1768. Charlotte arrives in Naples to marry a man she has never met. Two years later, her sister Antoine is sent to France to marry another stranger. In the mirrored corridors of Versailles, they rename her Marie Antoinette.
But the sisters are not powerless. When they were only children, Charlotte and Antoine discovered a book of spells – spells that seem to work, with dark and unpredictable consequences.
In a world of vicious court politics, of discovery and dizzying change, Charlotte and Antoine use their secret skills to redefine their lives, becoming the most influential women of the age.
But every spell requires a sacrifice. As love between the sisters turns to rivalry, they will send Europe spiralling into revolution.
Publication details: 17 February 2022, by HarperVoyager. Review copy provided by the publisher.
Firstly, The Embroidered Book is a very comprehensively researched account of the lives of Marie Antoinette and her older sister Maria Carolina (Charlotte). Marie Antoinette’s life is well-chronicled, but I knew basically nothing about Charlotte coming into this book, and there were lots of interesting tidbits that had me pulling up Wikipedia. (Though I am still struggling a little with the concept of her giving birth 18 times, especially given what an awful person her husband was). There’s also some cameos from other historical figures, most notably Lafayette.

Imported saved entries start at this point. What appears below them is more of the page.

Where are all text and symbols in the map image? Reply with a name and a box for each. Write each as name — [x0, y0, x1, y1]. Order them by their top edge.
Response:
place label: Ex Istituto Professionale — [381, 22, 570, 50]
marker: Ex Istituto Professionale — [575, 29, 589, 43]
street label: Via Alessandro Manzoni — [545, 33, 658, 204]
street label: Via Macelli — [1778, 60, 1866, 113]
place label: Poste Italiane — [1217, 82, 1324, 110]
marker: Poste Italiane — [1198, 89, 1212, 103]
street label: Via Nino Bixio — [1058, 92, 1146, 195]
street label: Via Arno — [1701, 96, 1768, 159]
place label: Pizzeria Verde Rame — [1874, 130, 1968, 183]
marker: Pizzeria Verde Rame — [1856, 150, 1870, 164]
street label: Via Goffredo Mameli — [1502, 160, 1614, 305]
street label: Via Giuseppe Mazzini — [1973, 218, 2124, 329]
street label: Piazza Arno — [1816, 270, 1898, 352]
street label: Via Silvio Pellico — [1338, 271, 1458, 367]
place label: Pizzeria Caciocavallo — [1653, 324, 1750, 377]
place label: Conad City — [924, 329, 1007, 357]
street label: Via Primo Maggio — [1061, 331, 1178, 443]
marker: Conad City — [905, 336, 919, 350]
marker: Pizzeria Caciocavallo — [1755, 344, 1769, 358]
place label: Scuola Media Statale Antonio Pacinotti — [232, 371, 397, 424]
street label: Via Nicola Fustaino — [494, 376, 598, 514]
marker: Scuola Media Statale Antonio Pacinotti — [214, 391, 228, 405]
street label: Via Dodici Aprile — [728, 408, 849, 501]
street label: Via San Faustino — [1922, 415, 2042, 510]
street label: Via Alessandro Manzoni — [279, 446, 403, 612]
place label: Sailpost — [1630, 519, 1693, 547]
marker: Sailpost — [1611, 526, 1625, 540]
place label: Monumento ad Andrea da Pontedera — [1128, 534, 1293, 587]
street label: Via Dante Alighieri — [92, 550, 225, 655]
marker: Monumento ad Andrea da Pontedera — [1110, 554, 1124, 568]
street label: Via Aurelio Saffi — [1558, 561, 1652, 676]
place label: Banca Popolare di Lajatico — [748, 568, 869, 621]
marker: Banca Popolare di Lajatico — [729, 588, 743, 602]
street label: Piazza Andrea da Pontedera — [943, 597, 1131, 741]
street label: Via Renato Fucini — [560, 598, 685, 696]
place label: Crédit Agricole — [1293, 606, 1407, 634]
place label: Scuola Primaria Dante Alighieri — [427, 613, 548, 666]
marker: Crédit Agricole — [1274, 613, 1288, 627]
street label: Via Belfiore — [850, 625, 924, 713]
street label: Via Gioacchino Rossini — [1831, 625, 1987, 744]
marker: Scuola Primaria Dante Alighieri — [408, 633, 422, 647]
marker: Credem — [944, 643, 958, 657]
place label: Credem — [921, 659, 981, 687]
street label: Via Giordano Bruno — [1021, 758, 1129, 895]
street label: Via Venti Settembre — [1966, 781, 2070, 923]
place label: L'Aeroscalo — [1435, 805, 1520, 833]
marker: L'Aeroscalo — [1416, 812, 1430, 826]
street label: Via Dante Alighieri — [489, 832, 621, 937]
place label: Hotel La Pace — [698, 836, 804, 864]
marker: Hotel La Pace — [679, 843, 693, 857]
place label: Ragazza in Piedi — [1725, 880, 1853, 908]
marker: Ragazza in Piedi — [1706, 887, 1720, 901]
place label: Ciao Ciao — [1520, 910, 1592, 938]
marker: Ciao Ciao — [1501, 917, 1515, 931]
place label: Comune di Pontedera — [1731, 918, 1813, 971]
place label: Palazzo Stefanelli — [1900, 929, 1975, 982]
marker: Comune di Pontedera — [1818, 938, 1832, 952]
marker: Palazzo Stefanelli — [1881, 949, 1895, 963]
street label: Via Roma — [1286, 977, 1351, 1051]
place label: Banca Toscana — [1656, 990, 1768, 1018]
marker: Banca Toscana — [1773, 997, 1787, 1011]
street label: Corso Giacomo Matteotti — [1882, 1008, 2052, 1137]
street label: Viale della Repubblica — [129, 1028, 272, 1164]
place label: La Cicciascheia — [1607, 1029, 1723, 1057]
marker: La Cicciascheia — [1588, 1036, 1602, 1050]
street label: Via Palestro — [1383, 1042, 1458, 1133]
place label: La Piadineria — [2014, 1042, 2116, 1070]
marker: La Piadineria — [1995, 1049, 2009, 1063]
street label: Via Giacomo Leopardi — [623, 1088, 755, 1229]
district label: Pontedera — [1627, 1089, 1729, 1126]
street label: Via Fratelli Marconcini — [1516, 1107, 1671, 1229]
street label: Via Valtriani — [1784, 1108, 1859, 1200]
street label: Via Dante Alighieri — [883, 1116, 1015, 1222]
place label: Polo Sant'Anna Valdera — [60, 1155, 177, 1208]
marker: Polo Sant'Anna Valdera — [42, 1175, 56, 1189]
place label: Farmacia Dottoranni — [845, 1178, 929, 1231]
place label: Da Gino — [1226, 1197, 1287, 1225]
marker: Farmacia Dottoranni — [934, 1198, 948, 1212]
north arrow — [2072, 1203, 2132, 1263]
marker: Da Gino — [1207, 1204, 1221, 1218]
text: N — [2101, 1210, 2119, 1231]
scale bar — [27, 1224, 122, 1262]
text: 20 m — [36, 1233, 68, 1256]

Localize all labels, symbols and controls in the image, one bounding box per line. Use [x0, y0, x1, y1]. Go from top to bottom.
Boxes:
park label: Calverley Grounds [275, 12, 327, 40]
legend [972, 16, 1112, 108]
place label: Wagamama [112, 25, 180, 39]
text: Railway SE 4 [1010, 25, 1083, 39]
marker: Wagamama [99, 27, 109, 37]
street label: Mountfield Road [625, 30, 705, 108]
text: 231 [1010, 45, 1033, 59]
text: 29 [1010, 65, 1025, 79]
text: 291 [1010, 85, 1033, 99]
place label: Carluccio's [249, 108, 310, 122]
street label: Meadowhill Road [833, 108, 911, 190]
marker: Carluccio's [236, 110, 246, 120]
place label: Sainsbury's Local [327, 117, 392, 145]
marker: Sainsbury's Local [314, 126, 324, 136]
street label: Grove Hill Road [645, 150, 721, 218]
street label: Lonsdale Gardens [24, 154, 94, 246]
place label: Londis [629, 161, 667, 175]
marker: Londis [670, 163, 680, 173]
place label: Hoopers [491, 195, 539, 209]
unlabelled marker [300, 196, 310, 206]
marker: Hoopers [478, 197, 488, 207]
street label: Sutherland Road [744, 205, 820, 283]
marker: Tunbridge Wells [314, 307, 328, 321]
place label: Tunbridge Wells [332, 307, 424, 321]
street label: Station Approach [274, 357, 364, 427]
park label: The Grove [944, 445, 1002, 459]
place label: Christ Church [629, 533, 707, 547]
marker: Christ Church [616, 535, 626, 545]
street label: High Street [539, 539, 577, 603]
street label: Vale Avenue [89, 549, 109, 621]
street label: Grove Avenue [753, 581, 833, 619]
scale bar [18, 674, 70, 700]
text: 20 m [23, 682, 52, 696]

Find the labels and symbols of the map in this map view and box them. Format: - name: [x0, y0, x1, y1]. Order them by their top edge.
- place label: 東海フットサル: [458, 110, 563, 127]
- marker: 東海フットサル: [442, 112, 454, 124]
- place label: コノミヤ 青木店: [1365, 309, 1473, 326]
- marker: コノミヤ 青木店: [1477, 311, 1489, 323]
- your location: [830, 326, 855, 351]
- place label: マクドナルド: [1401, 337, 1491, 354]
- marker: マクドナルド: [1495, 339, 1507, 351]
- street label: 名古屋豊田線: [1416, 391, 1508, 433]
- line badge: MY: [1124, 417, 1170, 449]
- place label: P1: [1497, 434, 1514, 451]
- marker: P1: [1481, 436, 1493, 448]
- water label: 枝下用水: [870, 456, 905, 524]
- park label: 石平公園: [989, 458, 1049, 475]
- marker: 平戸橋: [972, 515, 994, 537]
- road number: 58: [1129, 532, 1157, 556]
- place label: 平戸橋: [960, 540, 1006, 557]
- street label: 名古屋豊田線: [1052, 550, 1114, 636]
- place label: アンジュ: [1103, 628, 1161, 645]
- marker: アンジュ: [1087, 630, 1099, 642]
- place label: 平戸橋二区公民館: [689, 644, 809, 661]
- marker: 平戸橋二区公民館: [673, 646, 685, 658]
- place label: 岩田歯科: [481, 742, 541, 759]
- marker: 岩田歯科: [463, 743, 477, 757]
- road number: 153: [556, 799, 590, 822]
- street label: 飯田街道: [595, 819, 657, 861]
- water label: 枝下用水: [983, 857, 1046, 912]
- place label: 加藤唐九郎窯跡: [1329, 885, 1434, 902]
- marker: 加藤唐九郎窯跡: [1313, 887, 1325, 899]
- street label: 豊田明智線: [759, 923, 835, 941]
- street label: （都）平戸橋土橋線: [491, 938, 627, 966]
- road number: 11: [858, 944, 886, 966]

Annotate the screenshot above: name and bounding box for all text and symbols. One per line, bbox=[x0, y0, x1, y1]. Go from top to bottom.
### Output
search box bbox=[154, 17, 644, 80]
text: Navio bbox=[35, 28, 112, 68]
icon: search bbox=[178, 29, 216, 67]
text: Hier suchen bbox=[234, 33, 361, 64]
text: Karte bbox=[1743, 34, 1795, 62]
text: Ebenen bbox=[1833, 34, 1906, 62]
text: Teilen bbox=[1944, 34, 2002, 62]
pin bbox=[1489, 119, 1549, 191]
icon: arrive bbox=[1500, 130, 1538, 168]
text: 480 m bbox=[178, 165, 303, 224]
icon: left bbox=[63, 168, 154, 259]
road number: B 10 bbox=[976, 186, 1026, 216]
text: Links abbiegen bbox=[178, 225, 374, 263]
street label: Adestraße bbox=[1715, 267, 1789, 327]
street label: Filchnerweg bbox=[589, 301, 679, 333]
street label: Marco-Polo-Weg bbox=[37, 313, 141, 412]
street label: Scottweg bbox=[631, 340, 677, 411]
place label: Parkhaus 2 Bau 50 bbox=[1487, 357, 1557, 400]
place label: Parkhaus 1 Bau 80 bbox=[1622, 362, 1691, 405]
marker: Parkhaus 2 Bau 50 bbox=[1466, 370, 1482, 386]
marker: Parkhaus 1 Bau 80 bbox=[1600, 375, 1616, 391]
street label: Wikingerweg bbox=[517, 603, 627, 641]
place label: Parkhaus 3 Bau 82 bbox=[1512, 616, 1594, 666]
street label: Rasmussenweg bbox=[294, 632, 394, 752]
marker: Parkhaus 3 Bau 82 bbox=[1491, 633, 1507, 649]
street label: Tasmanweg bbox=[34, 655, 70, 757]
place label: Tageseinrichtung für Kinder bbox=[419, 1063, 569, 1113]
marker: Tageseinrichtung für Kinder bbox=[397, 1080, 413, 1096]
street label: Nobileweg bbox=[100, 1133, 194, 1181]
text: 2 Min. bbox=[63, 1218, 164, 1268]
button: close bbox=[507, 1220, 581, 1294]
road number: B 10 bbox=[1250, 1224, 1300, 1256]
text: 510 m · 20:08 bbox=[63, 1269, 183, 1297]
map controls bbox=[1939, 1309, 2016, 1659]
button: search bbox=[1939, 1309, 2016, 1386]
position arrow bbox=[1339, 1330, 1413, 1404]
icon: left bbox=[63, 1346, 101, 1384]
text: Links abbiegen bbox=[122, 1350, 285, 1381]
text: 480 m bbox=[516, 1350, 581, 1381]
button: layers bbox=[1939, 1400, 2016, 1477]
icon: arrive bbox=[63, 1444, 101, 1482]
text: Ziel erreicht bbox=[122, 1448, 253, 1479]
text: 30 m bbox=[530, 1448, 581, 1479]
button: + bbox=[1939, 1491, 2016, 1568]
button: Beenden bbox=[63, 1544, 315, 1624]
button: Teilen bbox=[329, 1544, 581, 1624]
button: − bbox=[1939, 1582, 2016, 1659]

Overall, I thought Heartfield did a good job with making her subjects seem like the flawed humans they were; she doesn’t shy away from the failures of all of Europe’s monarchs during this period, while also acknowledging that the challenges that female rulers faced in terms of sexism and their lack of preparedness to rule. I both felt bad for them, and completely understood why their subjects hated them. The relationship between the sisters isn’t quite as passionate (for good or bad) as the blurb suggests. Heartfield tries her best, but there’s only so much that can be done when the characters in question only interact by correspondence and enchanted portraits for three decades, and have greater interactions with characters that are ultimately secondary at best. But for the most part, it’s an interesting character study.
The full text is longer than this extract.